My companion Sister Valdiviso is from Visalia.. I think she is in my cousin's stake! The Lakes.. Anyway I love her!  she is a bit crazy.. reminds me of me when I was younger.. not that I'm not still crazy:) haha but it's been GREAT working with her. She has the desire to serve and we work well together.. we have just been talking to EVERYONE we see!.. the best part is that with her we have the same spunk and so I don't feel awkward. Remember how in conference I can;t remember who told the story.. about the Senior companion that patted the Junior one on the back when the guy was rude to them at the door? Yeah I have been doing that to her everytime as a joke.. and for some reason we find it hilarious.
  I have really started to learn to listen to the spirit.. right then and there!
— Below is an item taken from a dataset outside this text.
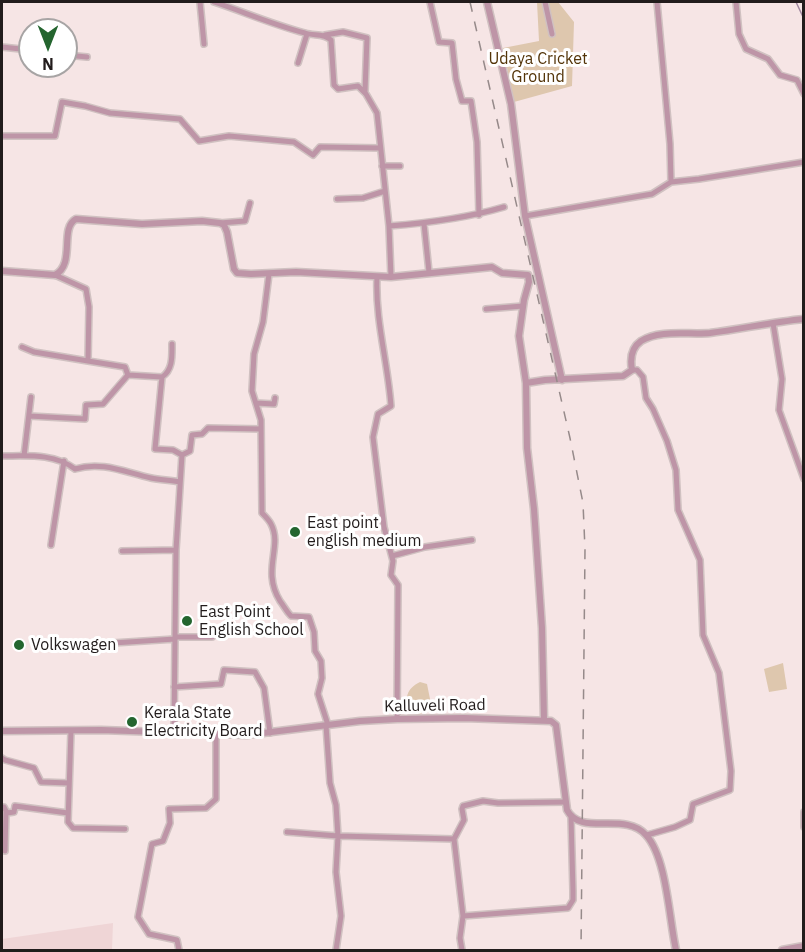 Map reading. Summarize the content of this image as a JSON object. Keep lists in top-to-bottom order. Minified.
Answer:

Don't sit and worry if it's the spirit prompting you to do something good. if it's a good thing do it! So our first lesson together we went to teach this man Larry Benson. He has muscular distrophy.. really sweet guy that had a few WOW problems.. so we taught him about the word of Wisdom and he agreed he would do it.. so my companion is still teaching and talking and I feel the spirit saying "ask the man if he wants to get baptized".. I'm thinking.. I have no idea how long they have been teaching him, my comp had said he wasn't really progressing. . so I wasn't sure if they had already asked him or anything.. So I kept debating with the spirit for a few minutes.. then I blurted "So Larry have any of the Sister's ever asked you if you want to be baptized"? (sad attempt right haha) and he said actually no they haven't asked me yet.. then Sister Validiviso asked him if he would like to be baptized April 28 and he said YES!!!! We walked out of that house beaming.. the Spirit was sooo strong. I felt good knowing that I actually listened.. Sister V was freaking out.. she's like OH MY GOSH THAT WAS SO AMAZING, I HAVEN"T FELT SO GUIDED BEFORE! It was awesome.. she said she felt like she wanted to ask him before, but her companion never felt like they should.. so it was just perfect timing!

       Ok so then two days later we had 2 baptisms!!! Yeah the ward members here are sweet. This lady abby started bringing her friend Danielle and her daughter to church.. the sisters started teaching them and they both got baptized after the last confrence session on Saturday! I only got to teach them once on Friday before they were baptized, but it was awesome being a part of it. Danielle is obsessed with hello kitty.. which I also am haha and she gave me a cute wallet and Calendar. It was cute.

   There's always some adjusting when you are working with a new missionary.. but it's exciting.. and I loved conference! I loved every talk. One I especailly loved was Uchdorf's just STOP IT! It was so good. I love the gospel.. I can't wait to see more miracles unfold!